İşlemcilerin İşlediği Veri Tipleri
İşlemciler, yapıları gereği skaler veya tamsayı (integer) veri tiplerini kullanıyordu. Bunun ne olduğunu anlayabilmek matematiğin temel konularından birisine merhaba diyeceğiz. Buradaki anlamıyla skaler; yalnızca büyüklüğü ile belirlenebilen, herhangi matematiksel işlemin tek verinin değerleri kullanılarak gerçekleşmesine deniliyor. Kısaca tek talimat, tek veri (SISD, Single Instruction, Single Data) anlamına geliyor.
Yani o dönemin işlemcilerinin kullandığı komut biçimine bakacak olursak, iki veri değerinin birbirine eklenmesi işlemi, çalışma mantığından dolayı yalnızca bu iki sayı için gerçekleşiyor. Bahsettiğimiz aynı sayıyı, 16 adet sayının yer aldığı gruba eklemek için 16 adet komut vermeniz gerekiyor. O dönem için işlemcilerin genel itibariyle sınırları bu kadardı.
Ayrıca dönemin Intel 80386SX ve benzer işlemcileri tamsayı (örneğin 3 veya -5 gibi) tipindeki verileri işleyebiliyorken, kayar nokta (ondalık sayıları ifade ederken kullanılır, örneğin 5.80 veya 6.50 gibi) tipindeki sayıları işlemek için maalesef 80387SX gibi başka bir işlemciye ve işlemciye ne yapması gerektiğini söyleyen özel bir komut setine (instruction set) ihtiyaç duyuyordu.

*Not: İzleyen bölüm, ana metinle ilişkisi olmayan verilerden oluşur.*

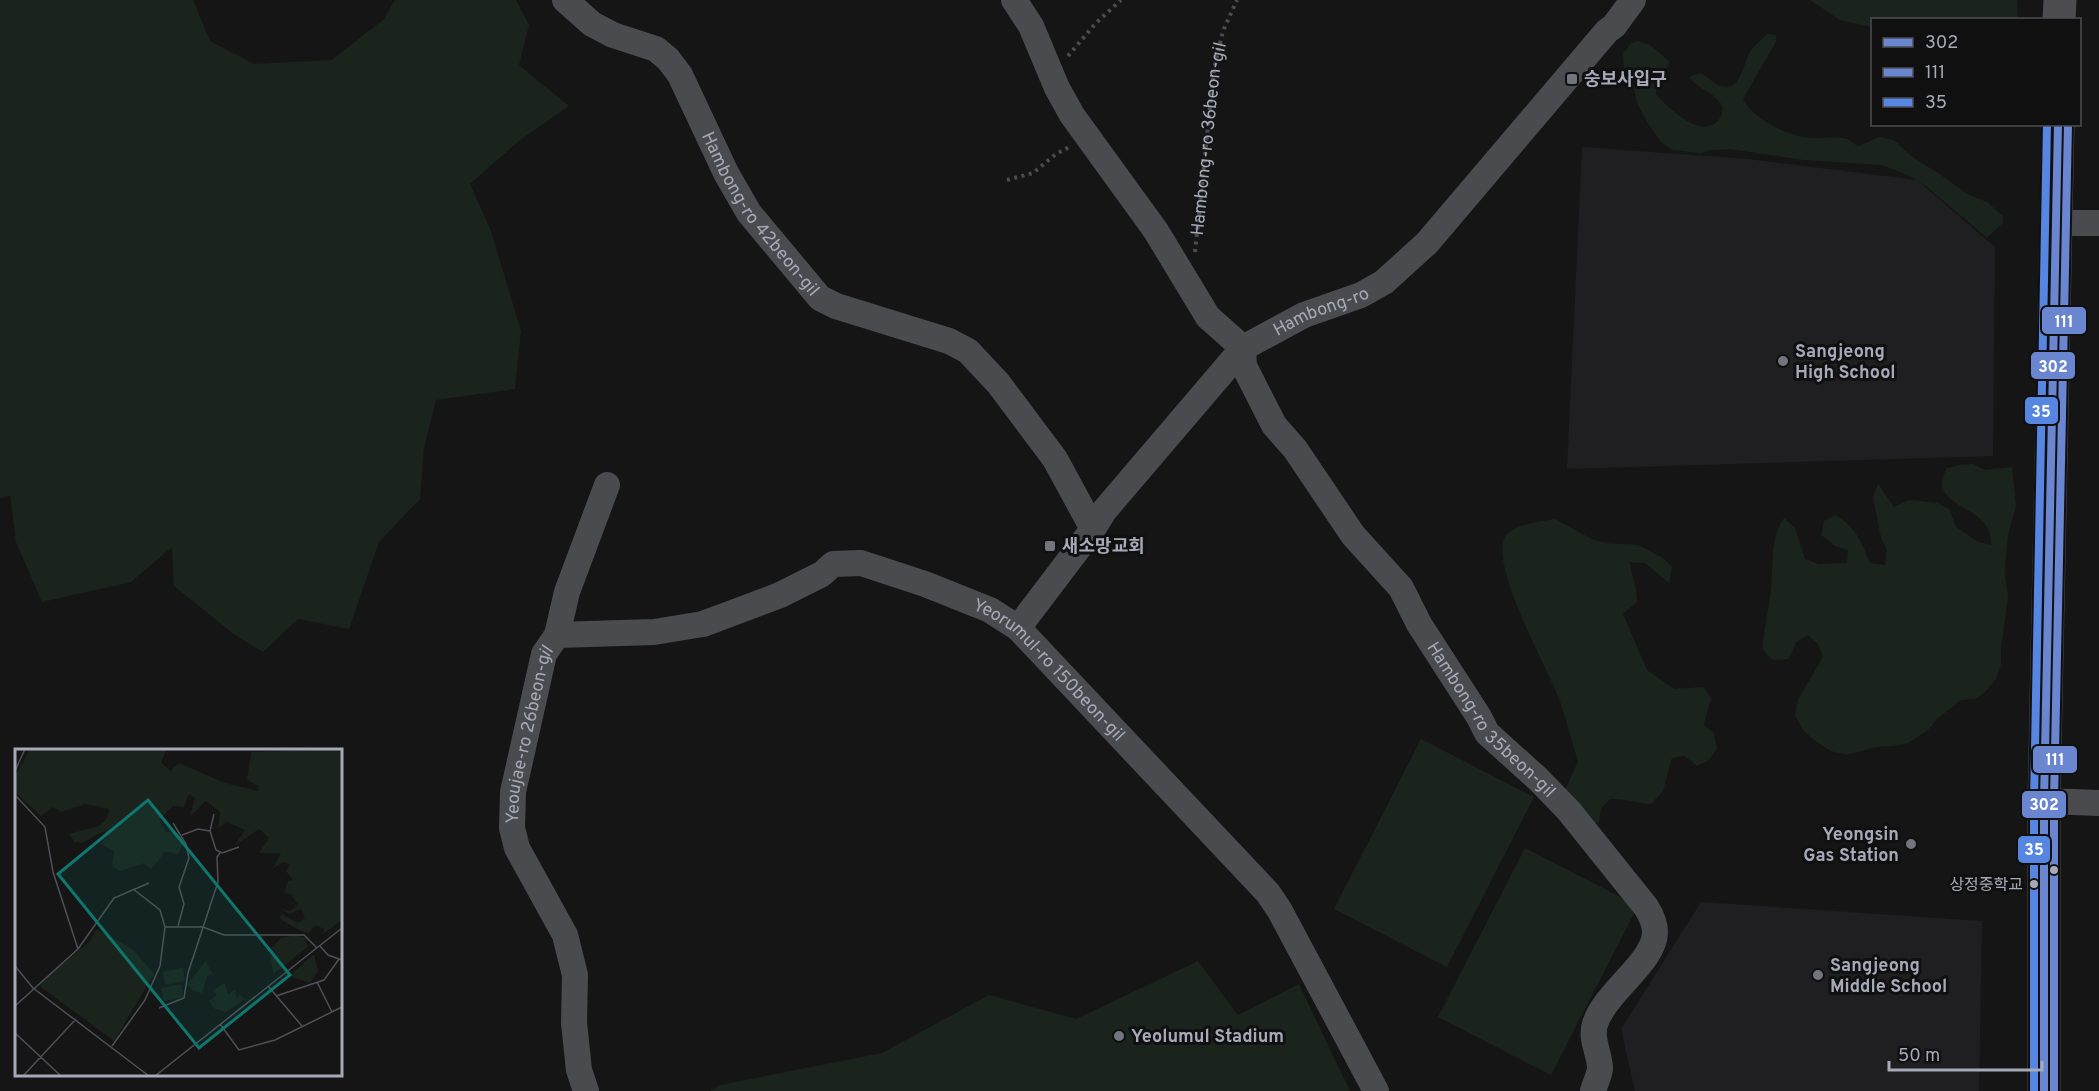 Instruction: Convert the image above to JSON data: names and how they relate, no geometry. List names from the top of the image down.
{
  "streets": {
    "street": [
      "Hambong-ro 36beon-gil",
      "Hambong-ro 42beon-gil",
      "Hambong-ro",
      "Yeorumul-ro 150beon-gil",
      "Hambong-ro 35beon-gil",
      "Yeoujae-ro 26beon-gil"
    ]
  },
  "crossings": [
    ["Hambong-ro 36beon-gil", "Hambong-ro"],
    ["Hambong-ro 36beon-gil", "Hambong-ro 35beon-gil"],
    ["Hambong-ro 42beon-gil", "Hambong-ro"],
    ["Hambong-ro", "Yeorumul-ro 150beon-gil"],
    ["Hambong-ro", "Hambong-ro 35beon-gil"],
    ["Yeorumul-ro 150beon-gil", "Yeoujae-ro 26beon-gil"]
  ],
  "places": {
    "transit": ["숭보사입구", "새소망교회"],
    "other": [
      "Sangjeong High School",
      "Yeongsin Gas Station",
      "상정중학교",
      "Sangjeong Middle School",
      "Yeolumul Stadium"
    ]
  },
  "lines": ["transit line 302", "transit line 111", "transit line 35"],
  "legend": ["302", "111", "35"],
  "scale_bar": "50 m"
} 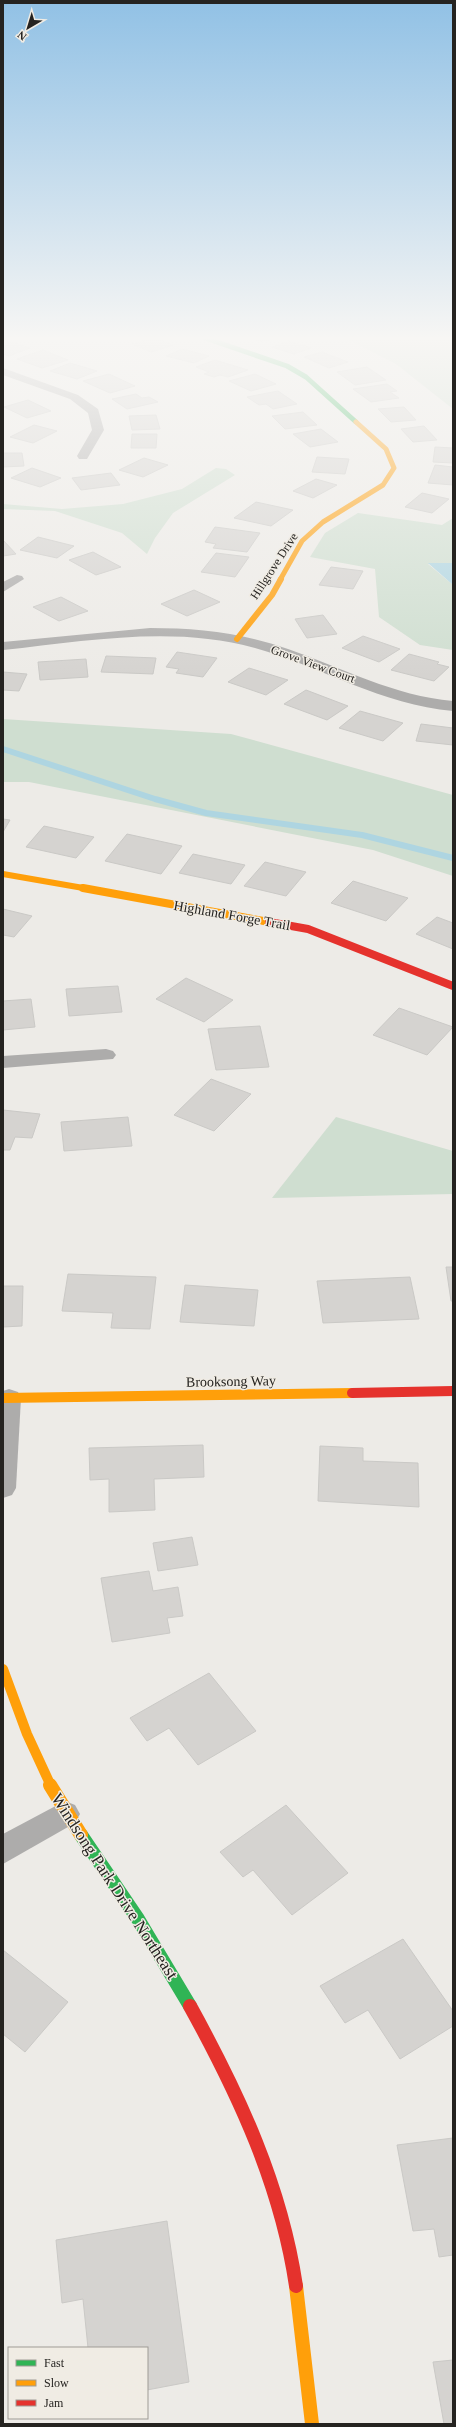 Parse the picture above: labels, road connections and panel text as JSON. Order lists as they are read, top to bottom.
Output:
{
  "streets": {
    "street": [
      "Hillgrove Drive",
      "Grove View Court",
      "Highland Forge Trail",
      "Brooksong Way",
      "Windsong Park Drive Northeast"
    ]
  },
  "crossings": [
    ["Hillgrove Drive", "Grove View Court"]
  ],
  "legend": ["Fast", "Slow", "Jam"],
  "north": "bottom left"
} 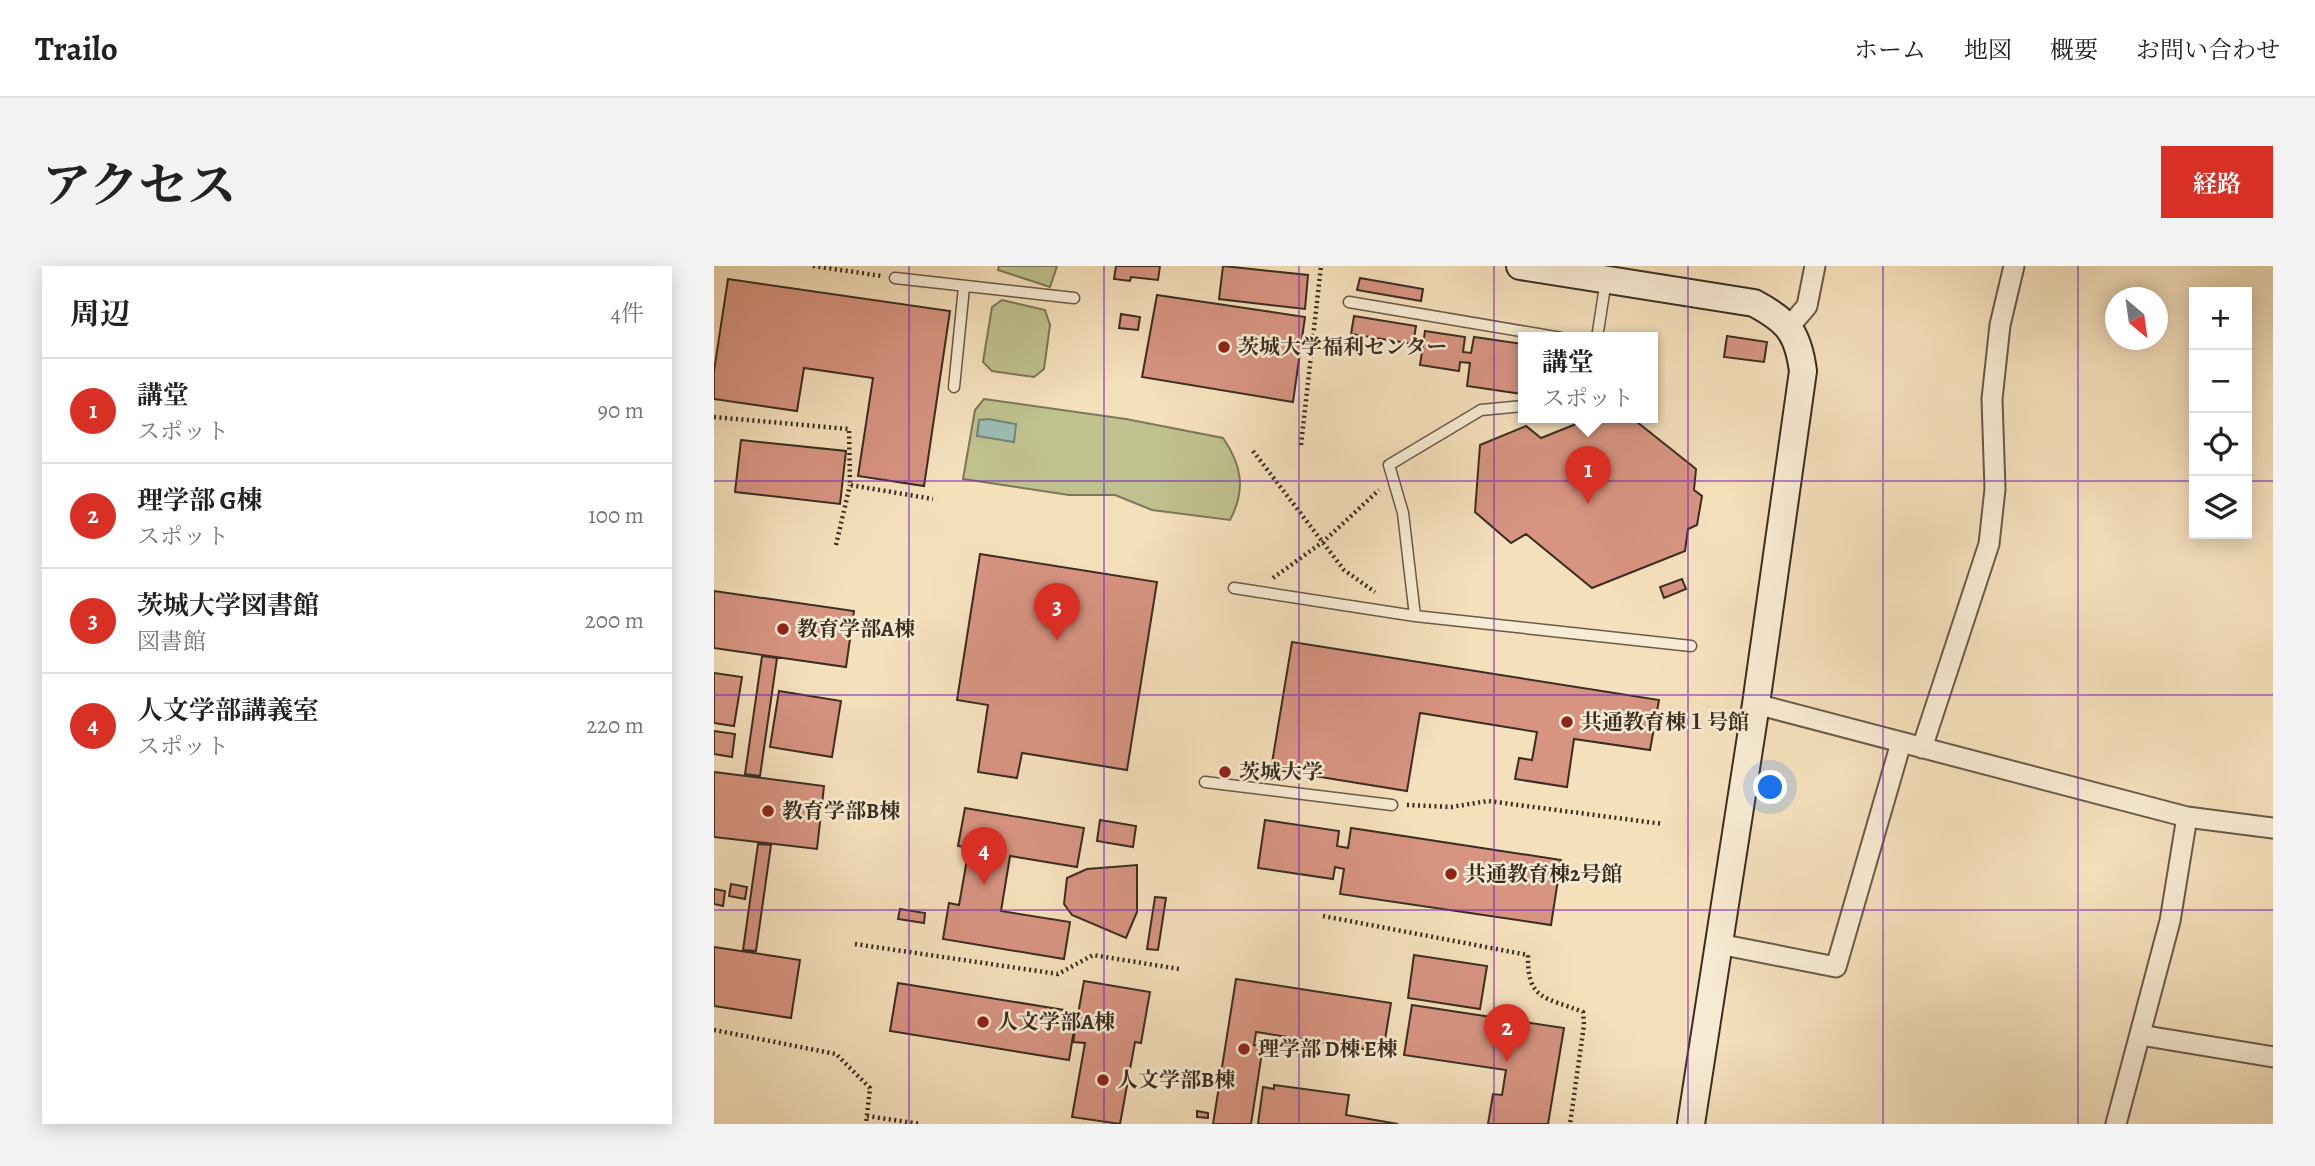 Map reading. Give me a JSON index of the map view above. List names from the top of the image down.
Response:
{
  "places": [
    "茨城大学福利センター",
    "教育学部A棟",
    "共通教育棟１号館",
    "茨城大学",
    "教育学部B棟",
    "共通教育棟2号館",
    "人文学部A棟",
    "理学部 D棟 E棟",
    "人文学部B棟"
  ],
  "north": "bottom right",
  "page": {
    "header": "Trailo",
    "nav": [
      "ホーム",
      "地図",
      "概要",
      "お問い合わせ"
    ],
    "title": "アクセス",
    "buttons": "経路",
    "heading": ["周辺", "4件"],
    "map_buttons": ["+", "−"],
    "popup": ["講堂", "スポット"],
    "list": [
      {
        "mark": "1",
        "name": "講堂",
        "note": "スポット",
        "value": "90 m"
      },
      {
        "mark": "2",
        "name": "理学部 G棟",
        "note": "スポット",
        "value": "100 m"
      },
      {
        "mark": "3",
        "name": "茨城大学図書館",
        "note": "図書館",
        "value": "200 m"
      },
      {
        "mark": "4",
        "name": "人文学部講義室",
        "note": "スポット",
        "value": "220 m"
      }
    ],
    "pins": [
      "1",
      "3",
      "4",
      "2"
    ]
  }
}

O zamanın CPU’ları için, x86 komutları tamsayı hesaplamaları ve x87 ise float içindi; bugün, her ikisini de kapsayan x86 terimini kullanıyoruz, çünkü hepsi aynı çip tarafından yapılıyor.
Intel 80486, Yardımcı İşlemcileri Ortadan Kaldırıyor
Takvimler Nisan 1989’u gösterdiğinde Intel’in piyasaya I486 işlemci ailesinin ilk üyesi olan 80486’yı sürmesiyle beraber kayar noktalı veri tiplerinin işlenmesi için yardımcı işlemcilere gerek kalmamıştı. Bu işlemcilerin içerisinde kayar noktalı verilerin işlenebilmesi için gereken FPU (Floating Point Unit / Entegre Kayan Nokta Birimi) adında bir birim bulunuyor. Bu birim, işlemcide büyük bir alan kaplamasına rağmen performans anlamında ciddi avantaj sunuyor.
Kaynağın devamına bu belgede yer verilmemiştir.